Simultaneously Supporting Students In-Person and Online // Peter's Blog // March 25th, 2021

 

Friday March 13th, 2020. This was the last day of in-person instruction in my school district. I certainly will not forget all that transpired in the days after that and the rapid conversion to doing all things online. While I had been incorporating “flipped instruction” and “blended learning” in my classes for almost 10 years, teaching completely online still presented challenges. Within a span of two weeks, everything we taught was moved to Google Classroom. Google Meets and “I’ll throw the link into the chat” became the “new normal.”

And then, it was normal – as normal as it could get. While we were all hoping to re-open in the fall, the rapid rise in new cases made it apparent that we were in for more online learning – more of the same. As I have noted in previous posts, there were still plenty of challenges. But – whether you think it is the wave of the future or hate it with a passion – online learning was comfortable because we had already been doing it the previous 4-5 months.

So, that is how it went until we went back to school at the beginning of February. My district elected to offer in-person instruction in the morning and online instruction in the afternoon. I think that they have really done a great job with what amounts to a terrible set of options and what follows is not a critique of their decision. Nor is this meant to be fodder for people that want to bring back students to full day learning.

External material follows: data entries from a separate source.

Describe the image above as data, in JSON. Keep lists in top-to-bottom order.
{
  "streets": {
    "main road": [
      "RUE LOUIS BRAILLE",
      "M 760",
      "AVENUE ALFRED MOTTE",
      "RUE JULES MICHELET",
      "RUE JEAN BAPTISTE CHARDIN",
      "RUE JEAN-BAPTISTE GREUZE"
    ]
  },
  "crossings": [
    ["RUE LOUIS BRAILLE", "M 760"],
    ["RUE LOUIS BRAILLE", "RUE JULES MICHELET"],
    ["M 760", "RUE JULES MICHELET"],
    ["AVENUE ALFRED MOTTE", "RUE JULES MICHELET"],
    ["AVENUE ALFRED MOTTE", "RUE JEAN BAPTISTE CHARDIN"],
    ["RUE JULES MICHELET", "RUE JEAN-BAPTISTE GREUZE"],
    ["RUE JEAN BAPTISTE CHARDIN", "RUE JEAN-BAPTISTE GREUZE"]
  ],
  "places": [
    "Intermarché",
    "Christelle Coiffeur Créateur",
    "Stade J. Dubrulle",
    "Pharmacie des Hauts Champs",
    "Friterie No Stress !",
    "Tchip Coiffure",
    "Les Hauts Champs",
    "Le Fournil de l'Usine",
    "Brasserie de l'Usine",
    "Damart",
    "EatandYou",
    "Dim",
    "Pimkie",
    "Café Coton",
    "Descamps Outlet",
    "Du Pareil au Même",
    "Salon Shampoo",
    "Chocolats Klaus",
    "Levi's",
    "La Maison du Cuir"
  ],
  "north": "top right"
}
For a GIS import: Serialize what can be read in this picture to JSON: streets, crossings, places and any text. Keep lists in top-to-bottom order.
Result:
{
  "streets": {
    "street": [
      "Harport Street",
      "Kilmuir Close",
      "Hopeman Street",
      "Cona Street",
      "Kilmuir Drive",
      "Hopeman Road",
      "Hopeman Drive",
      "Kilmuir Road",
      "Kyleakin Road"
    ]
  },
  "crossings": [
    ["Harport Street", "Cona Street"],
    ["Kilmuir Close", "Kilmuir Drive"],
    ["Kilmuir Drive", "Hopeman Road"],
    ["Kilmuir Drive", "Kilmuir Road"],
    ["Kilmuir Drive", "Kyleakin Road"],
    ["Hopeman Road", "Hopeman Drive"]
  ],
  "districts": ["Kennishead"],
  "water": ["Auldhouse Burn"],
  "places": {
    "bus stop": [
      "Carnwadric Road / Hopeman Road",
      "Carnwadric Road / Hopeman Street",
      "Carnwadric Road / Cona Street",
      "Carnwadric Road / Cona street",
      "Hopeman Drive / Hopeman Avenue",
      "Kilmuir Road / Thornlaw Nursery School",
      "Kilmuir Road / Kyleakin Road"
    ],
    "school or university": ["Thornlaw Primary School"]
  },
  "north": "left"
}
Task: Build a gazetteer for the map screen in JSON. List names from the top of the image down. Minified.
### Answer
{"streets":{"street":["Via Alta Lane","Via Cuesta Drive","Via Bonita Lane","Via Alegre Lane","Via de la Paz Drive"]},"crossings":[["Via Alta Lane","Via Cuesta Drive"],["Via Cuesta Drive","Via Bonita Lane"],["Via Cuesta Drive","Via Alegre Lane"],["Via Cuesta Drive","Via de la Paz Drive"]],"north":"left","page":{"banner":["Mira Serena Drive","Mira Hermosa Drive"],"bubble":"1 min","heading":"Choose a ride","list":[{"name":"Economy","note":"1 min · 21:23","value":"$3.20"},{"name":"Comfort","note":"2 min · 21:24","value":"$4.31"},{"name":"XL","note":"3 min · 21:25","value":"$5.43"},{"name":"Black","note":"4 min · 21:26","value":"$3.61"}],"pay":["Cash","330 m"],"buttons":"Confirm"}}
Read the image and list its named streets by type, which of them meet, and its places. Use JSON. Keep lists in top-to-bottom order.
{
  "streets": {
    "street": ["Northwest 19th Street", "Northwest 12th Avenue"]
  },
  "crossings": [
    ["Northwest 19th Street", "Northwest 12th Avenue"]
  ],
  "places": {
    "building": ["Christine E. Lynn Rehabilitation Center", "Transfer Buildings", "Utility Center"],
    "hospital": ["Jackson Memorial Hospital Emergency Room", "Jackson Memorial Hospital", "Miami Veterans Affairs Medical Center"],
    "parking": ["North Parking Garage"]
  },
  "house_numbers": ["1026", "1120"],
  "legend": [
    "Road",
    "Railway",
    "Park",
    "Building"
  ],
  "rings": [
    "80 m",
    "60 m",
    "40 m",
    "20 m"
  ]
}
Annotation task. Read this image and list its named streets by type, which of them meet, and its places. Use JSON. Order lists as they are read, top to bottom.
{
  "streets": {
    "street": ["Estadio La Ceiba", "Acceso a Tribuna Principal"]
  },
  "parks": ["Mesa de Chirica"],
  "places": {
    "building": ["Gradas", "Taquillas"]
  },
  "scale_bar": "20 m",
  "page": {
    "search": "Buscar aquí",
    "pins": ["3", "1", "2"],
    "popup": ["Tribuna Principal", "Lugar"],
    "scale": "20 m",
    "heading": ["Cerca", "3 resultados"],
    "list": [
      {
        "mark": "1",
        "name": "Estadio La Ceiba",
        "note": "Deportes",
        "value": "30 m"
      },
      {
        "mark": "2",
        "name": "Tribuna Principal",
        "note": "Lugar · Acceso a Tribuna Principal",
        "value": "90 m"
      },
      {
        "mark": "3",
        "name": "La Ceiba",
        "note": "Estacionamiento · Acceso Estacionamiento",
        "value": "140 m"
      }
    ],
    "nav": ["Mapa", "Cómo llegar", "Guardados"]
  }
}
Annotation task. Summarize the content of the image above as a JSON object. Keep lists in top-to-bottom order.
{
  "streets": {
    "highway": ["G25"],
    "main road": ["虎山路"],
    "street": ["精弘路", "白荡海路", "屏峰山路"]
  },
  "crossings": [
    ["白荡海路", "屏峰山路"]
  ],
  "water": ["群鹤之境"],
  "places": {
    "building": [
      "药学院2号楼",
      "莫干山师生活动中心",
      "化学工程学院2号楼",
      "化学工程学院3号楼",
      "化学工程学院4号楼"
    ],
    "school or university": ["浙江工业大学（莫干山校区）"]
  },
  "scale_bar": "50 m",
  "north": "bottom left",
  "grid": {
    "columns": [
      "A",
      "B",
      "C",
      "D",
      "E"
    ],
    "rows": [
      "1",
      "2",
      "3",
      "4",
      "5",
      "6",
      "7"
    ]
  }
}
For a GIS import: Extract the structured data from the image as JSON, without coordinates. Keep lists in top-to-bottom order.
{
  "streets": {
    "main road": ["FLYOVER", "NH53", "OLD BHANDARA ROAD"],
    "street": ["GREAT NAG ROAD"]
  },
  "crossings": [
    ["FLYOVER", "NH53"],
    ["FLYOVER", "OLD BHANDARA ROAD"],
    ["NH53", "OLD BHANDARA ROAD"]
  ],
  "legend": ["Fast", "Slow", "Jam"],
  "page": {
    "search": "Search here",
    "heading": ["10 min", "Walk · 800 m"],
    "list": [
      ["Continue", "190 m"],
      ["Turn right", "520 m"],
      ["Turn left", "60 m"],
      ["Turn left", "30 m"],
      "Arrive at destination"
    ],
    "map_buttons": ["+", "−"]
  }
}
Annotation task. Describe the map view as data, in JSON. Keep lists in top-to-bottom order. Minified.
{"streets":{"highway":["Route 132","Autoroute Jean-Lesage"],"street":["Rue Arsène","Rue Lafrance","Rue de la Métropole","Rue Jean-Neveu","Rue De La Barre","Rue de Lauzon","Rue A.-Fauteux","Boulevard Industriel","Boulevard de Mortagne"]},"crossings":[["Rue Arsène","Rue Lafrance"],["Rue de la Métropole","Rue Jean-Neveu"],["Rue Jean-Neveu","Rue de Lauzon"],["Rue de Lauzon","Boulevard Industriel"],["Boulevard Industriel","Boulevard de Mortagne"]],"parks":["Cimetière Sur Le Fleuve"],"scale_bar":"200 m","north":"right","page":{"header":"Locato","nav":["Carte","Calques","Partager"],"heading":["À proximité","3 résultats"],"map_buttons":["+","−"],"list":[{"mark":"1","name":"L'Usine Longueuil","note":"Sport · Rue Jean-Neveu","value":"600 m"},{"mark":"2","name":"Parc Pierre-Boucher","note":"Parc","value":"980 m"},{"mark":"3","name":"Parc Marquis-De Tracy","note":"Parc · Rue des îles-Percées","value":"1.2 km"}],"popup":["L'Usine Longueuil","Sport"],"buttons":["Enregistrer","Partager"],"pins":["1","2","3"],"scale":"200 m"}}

With those caveats noted: That first day back made it apparent that in-person teaching, while still following safety protocols, was very different. It is certainly different from online teaching, but it is also different from in-person teaching prior to the pandemic.

For me, in-person and online teaching require different skill sets, different approaches, different resources, a different flow . . . different everything. It doesn’t make one better than the other. Both approaches have their benefits and drawbacks. That isn’t the point.

In fact, the hard part in returning to school isn’t managing the additional issues of having students who are present for A days and some who are present for B days and some who get sick and others who need to quarantine for a week or two. By far, the biggest challenge is figuring out how to best teach both the online and the in-person students. For some sections, this has even meant two different Google Classrooms with different Google Meets and different assignments on different days.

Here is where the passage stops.